Only the number should be given: how many lines below contain "worn".
-- Opening Marker --
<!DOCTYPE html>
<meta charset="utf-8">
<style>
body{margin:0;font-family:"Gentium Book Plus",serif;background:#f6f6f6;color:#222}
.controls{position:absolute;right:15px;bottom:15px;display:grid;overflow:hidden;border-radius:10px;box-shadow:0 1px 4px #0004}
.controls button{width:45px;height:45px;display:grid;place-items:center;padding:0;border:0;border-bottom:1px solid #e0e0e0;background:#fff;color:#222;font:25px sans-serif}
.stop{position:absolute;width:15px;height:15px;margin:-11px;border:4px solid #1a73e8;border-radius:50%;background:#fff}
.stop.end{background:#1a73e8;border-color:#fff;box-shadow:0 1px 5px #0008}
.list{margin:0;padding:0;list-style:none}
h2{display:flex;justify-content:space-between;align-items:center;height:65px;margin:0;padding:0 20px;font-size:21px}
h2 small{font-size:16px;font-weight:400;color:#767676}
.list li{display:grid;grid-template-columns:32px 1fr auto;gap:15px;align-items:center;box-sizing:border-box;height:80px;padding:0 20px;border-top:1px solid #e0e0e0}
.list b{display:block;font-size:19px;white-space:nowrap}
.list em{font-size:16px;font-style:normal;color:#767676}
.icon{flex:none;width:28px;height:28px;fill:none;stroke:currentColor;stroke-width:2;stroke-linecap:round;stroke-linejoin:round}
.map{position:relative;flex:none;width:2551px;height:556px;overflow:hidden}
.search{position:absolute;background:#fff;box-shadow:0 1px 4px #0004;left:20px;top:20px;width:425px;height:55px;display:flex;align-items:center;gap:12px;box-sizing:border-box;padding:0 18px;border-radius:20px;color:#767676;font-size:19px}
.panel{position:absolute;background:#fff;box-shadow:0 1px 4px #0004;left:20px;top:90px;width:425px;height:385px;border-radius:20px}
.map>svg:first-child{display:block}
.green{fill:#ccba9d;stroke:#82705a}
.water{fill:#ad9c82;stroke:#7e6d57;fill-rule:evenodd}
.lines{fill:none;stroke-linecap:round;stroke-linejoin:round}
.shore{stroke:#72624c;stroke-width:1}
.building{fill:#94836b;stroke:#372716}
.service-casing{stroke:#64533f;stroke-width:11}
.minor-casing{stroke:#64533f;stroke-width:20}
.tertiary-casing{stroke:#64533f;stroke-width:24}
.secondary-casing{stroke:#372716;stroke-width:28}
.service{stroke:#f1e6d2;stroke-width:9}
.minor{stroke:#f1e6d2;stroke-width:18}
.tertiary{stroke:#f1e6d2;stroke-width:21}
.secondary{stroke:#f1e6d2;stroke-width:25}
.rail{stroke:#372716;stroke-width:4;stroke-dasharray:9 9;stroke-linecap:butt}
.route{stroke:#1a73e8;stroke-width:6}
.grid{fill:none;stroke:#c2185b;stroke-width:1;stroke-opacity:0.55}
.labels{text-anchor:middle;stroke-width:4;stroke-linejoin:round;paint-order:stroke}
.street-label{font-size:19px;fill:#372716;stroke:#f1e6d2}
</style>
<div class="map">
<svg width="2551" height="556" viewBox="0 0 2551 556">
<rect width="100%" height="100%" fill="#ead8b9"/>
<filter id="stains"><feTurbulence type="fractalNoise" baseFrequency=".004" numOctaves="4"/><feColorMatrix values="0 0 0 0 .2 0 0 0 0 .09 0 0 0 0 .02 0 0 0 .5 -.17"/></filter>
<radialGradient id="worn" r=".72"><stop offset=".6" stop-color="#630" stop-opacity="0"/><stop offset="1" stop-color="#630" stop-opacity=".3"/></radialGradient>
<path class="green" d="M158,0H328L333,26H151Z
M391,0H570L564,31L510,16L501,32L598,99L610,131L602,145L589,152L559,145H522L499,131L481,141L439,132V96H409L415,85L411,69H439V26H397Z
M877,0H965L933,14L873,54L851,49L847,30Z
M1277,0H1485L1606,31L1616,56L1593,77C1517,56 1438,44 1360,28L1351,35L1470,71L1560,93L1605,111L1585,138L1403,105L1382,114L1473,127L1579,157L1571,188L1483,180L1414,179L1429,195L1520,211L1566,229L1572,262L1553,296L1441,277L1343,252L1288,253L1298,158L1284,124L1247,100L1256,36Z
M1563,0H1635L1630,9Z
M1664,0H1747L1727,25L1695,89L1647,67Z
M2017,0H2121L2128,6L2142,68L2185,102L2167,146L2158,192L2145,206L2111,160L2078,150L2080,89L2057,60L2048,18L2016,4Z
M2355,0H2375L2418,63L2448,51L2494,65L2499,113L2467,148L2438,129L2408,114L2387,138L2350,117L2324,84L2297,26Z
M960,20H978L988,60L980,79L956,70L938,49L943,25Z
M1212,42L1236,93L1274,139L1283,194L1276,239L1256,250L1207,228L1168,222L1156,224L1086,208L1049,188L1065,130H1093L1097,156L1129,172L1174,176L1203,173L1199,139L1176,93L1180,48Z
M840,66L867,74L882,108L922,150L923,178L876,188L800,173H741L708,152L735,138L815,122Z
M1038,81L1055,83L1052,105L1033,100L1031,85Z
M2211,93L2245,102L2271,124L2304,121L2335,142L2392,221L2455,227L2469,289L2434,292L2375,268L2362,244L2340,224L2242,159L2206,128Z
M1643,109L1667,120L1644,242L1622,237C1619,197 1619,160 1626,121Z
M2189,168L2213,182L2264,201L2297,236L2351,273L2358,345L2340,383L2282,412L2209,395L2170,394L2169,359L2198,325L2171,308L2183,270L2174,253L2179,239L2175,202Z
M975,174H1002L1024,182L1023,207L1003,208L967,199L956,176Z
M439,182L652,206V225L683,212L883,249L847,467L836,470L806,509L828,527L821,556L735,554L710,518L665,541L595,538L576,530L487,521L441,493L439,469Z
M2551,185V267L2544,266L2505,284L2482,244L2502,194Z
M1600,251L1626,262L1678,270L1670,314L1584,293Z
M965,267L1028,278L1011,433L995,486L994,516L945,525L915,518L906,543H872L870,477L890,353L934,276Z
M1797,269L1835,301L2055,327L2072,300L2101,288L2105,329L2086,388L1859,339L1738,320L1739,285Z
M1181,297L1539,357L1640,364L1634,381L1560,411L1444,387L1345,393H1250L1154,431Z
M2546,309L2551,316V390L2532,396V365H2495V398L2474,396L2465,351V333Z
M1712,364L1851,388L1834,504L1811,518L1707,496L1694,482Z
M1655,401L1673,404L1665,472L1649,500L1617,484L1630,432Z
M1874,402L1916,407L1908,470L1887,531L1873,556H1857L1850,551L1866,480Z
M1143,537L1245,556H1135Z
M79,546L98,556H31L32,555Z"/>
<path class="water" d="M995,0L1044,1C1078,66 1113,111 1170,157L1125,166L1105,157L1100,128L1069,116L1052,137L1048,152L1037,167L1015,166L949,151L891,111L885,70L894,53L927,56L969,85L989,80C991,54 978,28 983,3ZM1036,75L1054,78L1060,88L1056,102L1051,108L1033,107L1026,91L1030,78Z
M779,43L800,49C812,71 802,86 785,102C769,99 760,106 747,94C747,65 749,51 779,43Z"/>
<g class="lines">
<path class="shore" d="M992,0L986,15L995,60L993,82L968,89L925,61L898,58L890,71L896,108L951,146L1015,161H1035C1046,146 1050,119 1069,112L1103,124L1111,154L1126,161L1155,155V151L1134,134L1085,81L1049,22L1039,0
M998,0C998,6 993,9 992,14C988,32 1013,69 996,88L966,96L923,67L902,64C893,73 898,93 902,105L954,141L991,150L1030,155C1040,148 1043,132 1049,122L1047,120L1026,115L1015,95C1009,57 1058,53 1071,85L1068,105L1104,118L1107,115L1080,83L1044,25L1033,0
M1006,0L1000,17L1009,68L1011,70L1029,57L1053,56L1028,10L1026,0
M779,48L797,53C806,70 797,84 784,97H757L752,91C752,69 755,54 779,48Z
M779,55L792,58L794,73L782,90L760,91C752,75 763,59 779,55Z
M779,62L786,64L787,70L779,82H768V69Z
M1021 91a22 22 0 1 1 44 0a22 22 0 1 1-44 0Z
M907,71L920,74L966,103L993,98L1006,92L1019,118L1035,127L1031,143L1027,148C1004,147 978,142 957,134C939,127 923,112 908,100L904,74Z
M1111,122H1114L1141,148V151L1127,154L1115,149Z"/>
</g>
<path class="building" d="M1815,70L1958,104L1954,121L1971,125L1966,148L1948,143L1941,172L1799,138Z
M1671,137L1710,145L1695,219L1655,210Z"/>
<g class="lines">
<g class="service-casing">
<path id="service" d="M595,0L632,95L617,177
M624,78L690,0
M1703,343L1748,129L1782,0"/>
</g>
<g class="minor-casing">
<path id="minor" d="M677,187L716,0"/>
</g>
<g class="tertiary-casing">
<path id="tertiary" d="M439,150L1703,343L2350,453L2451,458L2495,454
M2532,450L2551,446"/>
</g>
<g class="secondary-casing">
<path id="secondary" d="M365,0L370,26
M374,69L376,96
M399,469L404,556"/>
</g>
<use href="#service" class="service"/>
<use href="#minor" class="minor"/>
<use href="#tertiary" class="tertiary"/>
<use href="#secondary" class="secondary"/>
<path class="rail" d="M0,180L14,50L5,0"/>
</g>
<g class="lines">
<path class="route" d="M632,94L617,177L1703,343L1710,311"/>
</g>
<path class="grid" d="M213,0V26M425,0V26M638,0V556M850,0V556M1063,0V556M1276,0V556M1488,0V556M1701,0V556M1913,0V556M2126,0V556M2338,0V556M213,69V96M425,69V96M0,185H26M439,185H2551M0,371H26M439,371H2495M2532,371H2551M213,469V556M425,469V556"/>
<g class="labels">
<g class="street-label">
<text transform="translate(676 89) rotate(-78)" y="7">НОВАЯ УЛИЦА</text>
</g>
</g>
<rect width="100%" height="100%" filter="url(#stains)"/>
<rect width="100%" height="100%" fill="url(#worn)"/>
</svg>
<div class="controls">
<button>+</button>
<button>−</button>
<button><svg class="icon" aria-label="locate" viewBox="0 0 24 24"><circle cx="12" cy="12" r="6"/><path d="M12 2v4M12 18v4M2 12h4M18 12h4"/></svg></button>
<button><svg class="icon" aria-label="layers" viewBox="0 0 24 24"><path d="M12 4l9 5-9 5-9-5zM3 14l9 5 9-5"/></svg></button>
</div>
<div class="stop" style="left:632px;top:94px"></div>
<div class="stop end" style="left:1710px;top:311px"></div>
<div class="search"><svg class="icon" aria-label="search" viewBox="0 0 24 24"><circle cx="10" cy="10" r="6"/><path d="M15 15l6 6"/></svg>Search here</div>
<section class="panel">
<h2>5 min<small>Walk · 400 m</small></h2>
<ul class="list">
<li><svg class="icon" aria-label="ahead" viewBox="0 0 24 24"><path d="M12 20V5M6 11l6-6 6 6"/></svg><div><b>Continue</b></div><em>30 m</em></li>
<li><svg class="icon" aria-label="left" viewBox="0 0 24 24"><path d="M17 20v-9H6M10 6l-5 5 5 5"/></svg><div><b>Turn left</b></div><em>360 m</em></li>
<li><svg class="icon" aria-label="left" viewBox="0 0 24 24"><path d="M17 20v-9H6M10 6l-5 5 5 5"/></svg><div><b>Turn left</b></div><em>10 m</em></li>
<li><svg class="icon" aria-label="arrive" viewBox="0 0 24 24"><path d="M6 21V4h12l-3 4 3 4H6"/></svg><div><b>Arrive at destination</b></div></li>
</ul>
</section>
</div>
-- Closing Marker --
[Output for this exercise]:
2